• Material supplied:
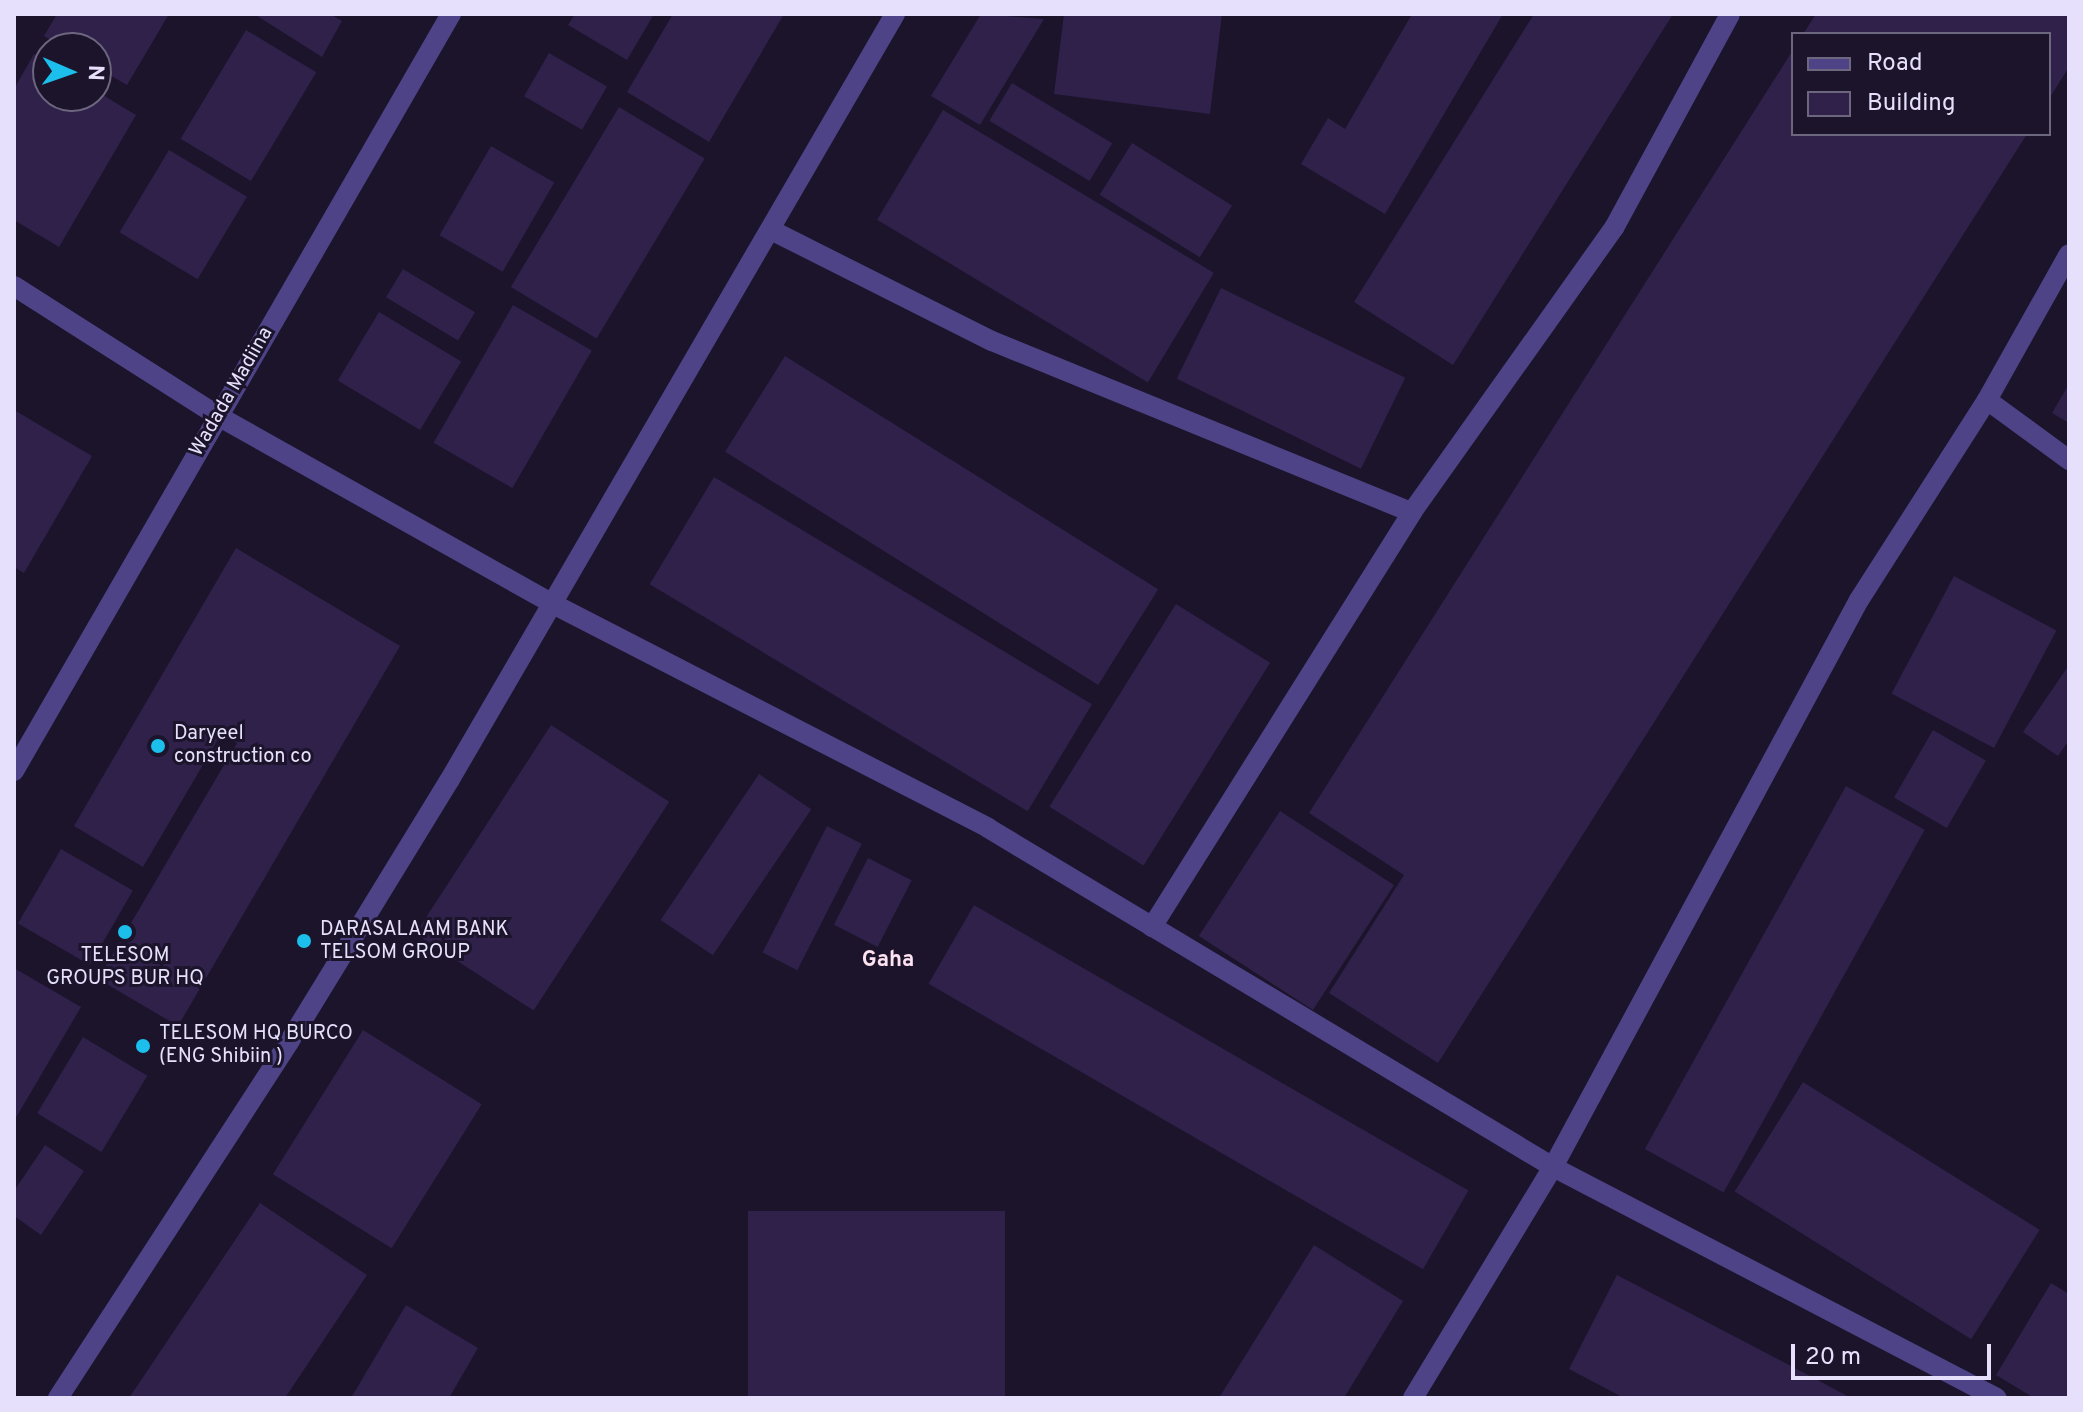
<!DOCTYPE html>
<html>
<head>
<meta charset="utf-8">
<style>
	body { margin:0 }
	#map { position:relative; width:2083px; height:1412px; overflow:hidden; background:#1b142b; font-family:Overpass,sans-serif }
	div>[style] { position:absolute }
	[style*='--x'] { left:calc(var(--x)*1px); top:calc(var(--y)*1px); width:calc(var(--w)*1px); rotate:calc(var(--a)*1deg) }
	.building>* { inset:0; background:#2f214a; transform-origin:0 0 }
	.minor>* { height:20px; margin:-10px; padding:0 10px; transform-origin:10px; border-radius:10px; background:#4e4386 }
	.dots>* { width:22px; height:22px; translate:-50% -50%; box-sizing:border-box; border:4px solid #1b142b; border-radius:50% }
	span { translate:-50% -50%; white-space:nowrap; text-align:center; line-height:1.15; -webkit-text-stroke:6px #1b142b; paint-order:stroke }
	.street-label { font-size:20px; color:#e7e0fc }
	.poi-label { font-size:20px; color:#e7e0fc }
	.left { translate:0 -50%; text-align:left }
	.neighbourhood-label { font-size:22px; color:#fde2f0; font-weight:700 }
	.frame { position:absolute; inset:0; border:16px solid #e7e0fc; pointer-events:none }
	.legend { position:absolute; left:1791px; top:32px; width:260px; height:104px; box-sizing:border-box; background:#1b142b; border:2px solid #6d667f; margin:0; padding:10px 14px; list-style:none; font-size:24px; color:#e7e0fc }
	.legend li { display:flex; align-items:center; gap:16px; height:40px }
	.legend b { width:40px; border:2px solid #6d667f }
	.north { position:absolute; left:32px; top:32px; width:80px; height:80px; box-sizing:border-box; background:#1b142b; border:2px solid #6d667f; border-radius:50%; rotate:92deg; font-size:22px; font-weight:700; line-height:32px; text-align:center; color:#e7e0fc }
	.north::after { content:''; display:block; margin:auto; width:28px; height:36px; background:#1cbfec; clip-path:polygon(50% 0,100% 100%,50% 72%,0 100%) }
	.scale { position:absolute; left:1791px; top:1344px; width:200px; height:36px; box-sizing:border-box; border:4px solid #e7e0fc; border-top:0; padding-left:10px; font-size:24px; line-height:28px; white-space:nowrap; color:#e7e0fc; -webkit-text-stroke:6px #1b142b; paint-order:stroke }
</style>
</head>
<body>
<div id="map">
	<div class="building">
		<div style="clip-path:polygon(57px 14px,169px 14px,127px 85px,96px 67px,96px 48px,64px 48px,44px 36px)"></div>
		<div style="clip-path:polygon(254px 14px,330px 14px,342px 21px,322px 57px)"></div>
		<div style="clip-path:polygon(575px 14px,654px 14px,627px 60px,568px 25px)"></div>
		<div style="clip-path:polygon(673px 14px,784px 14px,709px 142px,627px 92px)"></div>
		<div style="clip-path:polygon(981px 14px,1044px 19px,980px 125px,931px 96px)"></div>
		<div style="clip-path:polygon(1064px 14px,1222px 14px,1210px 114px,1054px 94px)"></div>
		<div style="clip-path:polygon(1412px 14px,1503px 14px,1385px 214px,1301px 164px,1328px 118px,1345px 129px)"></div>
		<div style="clip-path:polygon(1534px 14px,1673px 14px,1453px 365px,1354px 302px)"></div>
		<div style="clip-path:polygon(1816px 14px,2069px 14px,2069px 67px,2049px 99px,2049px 34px,1803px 34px)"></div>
		<div style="left:246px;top:30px;width:82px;height:127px;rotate:31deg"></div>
		<div style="clip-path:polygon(1793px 50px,1793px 134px,2027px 134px,1438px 1063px,1329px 993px,1404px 875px,1309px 813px)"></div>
		<div style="left:549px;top:53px;width:67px;height:50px;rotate:30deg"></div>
		<div style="clip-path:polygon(34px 54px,48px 63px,48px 96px,96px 96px,96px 91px,136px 115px,59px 247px,14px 220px,14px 89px)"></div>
		<div style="left:1012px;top:83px;width:117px;height:44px;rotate:31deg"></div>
		<div style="left:619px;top:107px;width:100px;height:210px;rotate:31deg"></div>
		<div style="left:943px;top:110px;width:316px;height:128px;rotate:31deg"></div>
		<div style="left:1132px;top:143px;width:118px;height:61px;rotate:32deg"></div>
		<div style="left:491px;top:146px;width:73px;height:103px;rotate:30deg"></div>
		<div style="left:169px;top:150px;width:91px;height:96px;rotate:31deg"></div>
		<div style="left:403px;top:269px;width:84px;height:33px;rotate:31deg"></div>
		<div style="left:1221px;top:288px;width:205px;height:101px;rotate:26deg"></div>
		<div style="left:513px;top:305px;width:91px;height:159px;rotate:30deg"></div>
		<div style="left:379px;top:312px;width:96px;height:80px;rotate:31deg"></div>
		<div style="left:785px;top:356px;width:440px;height:113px;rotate:32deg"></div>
		<div style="clip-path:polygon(2069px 384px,2069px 423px,2052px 413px)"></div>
		<div style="clip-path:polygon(14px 410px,92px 456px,24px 573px,14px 567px)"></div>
		<div style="left:714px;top:477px;width:441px;height:125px;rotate:31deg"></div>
		<div style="clip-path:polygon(236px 548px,400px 646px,178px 1026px,98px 979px,237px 743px,221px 734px,143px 867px,74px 826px)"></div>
		<div style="left:1954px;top:576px;width:116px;height:133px;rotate:28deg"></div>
		<div style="left:1176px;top:604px;width:111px;height:239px;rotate:32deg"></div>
		<div style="clip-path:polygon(2069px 665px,2069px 740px,2058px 756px,2023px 732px)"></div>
		<div style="left:551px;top:725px;width:141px;height:249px;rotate:33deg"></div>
		<div style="left:1933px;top:730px;width:61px;height:78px;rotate:30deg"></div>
		<div style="left:759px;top:774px;width:63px;height:176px;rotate:34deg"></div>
		<div style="left:1846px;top:786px;width:90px;height:415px;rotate:29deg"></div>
		<div style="left:1280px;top:811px;width:136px;height:149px;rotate:33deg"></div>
		<div style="left:827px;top:826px;width:39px;height:142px;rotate:27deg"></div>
		<div style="left:61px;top:849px;width:83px;height:86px;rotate:30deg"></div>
		<div style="left:868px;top:858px;width:49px;height:75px;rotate:27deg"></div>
		<div style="left:974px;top:905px;width:571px;height:91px;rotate:30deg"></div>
		<div style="clip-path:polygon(14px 968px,81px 1007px,14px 1121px)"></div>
		<div style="left:363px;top:1030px;width:140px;height:170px;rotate:32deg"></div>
		<div style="left:83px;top:1037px;width:75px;height:89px;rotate:31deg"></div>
		<div style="left:1803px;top:1082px;width:279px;height:129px;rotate:32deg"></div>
		<div style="clip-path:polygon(45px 1145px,84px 1171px,41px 1235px,14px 1216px,14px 1191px)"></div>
		<div style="clip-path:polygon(260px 1203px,367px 1275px,285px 1398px,129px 1398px)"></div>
		<div style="left:748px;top:1211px;width:257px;height:187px"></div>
		<div style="clip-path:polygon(1314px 1245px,1403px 1301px,1344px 1398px,1219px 1398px)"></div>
		<div style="clip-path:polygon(1617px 1275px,1810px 1376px,1851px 1398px,1624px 1398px,1569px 1369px)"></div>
		<div style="clip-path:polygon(2051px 1283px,2069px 1294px,2069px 1398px,2034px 1398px,1996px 1375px)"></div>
		<div style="clip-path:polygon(406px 1305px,478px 1348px,449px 1398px,351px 1398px)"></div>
	</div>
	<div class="minor">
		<div style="--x:771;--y:230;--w:247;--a:26.7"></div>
		<div style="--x:992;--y:341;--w:453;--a:22.2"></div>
		<div style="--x:14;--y:286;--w:242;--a:32.5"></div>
		<div style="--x:218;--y:416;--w:386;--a:29.3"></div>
		<div style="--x:555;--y:605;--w:487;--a:27.2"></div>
		<div style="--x:988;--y:828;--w:659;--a:30.96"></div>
		<div style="--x:1553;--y:1167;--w:500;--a:27.49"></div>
		<div style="--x:1987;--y:400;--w:102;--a:36.2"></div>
		<div style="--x:14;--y:771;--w:874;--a:-60"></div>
		<div style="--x:1152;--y:927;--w:490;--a:-57.9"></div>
		<div style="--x:1412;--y:512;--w:349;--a:-54.6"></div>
		<div style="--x:1614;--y:228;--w:243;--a:-61.5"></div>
		<div style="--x:58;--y:1398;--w:424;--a:-57"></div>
		<div style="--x:289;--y:1042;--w:306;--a:-58.5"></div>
		<div style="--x:449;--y:781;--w:887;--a:-59.82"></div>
		<div style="--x:1413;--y:1398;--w:270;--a:-58.8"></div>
		<div style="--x:1553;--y:1167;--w:644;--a:-61.65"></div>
		<div style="--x:1859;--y:600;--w:237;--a:-57.4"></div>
		<div style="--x:1987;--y:400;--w:167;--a:-60.7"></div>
	</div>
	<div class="dots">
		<div style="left:158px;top:746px;background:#1cbfec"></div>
		<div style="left:125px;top:932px;background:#1cbfec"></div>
		<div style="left:304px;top:941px;background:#1cbfec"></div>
		<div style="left:143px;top:1046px;background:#1cbfec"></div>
	</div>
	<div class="street-label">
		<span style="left:232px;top:392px;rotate:-60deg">Wadada Madiina</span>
	</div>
	<div class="poi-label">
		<span class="left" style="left:174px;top:746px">Daryeel<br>construction co</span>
		<span class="left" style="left:320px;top:942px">DARASALAAM BANK<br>TELSOM GROUP</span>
		<span style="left:125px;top:968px">TELESOM<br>GROUPS BUR HQ</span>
		<span class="left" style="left:159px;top:1046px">TELESOM HQ BURCO<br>(ENG Shibiin )</span>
	</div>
	<div class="neighbourhood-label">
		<span style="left:888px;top:961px">Gaha</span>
	</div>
	<div class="frame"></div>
	<ul class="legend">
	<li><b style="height:10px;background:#4e4386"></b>Road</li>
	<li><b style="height:22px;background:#2f214a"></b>Building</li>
	</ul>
	<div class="north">N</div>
	<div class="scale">20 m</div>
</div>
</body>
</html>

• Problem to work on:
Reproduce exactly, and with no other material, the lines between those holding "position:relative; width:2083px; height:1412px;" and "position:absolute; left:1791px; top:32px;", inclusive.

• Solution below:
	#map { position:relative; width:2083px; height:1412px; overflow:hidden; background:#1b142b; font-family:Overpass,sans-serif }
	div>[style] { position:absolute }
	[style*='--x'] { left:calc(var(--x)*1px); top:calc(var(--y)*1px); width:calc(var(--w)*1px); rotate:calc(var(--a)*1deg) }
	.building>* { inset:0; background:#2f214a; transform-origin:0 0 }
	.minor>* { height:20px; margin:-10px; padding:0 10px; transform-origin:10px; border-radius:10px; background:#4e4386 }
	.dots>* { width:22px; height:22px; translate:-50% -50%; box-sizing:border-box; border:4px solid #1b142b; border-radius:50% }
	span { translate:-50% -50%; white-space:nowrap; text-align:center; line-height:1.15; -webkit-text-stroke:6px #1b142b; paint-order:stroke }
	.street-label { font-size:20px; color:#e7e0fc }
	.poi-label { font-size:20px; color:#e7e0fc }
	.left { translate:0 -50%; text-align:left }
	.neighbourhood-label { font-size:22px; color:#fde2f0; font-weight:700 }
	.frame { position:absolute; inset:0; border:16px solid #e7e0fc; pointer-events:none }
	.legend { position:absolute; left:1791px; top:32px; width:260px; height:104px; box-sizing:border-box; background:#1b142b; border:2px solid #6d667f; margin:0; padding:10px 14px; list-style:none; font-size:24px; color:#e7e0fc }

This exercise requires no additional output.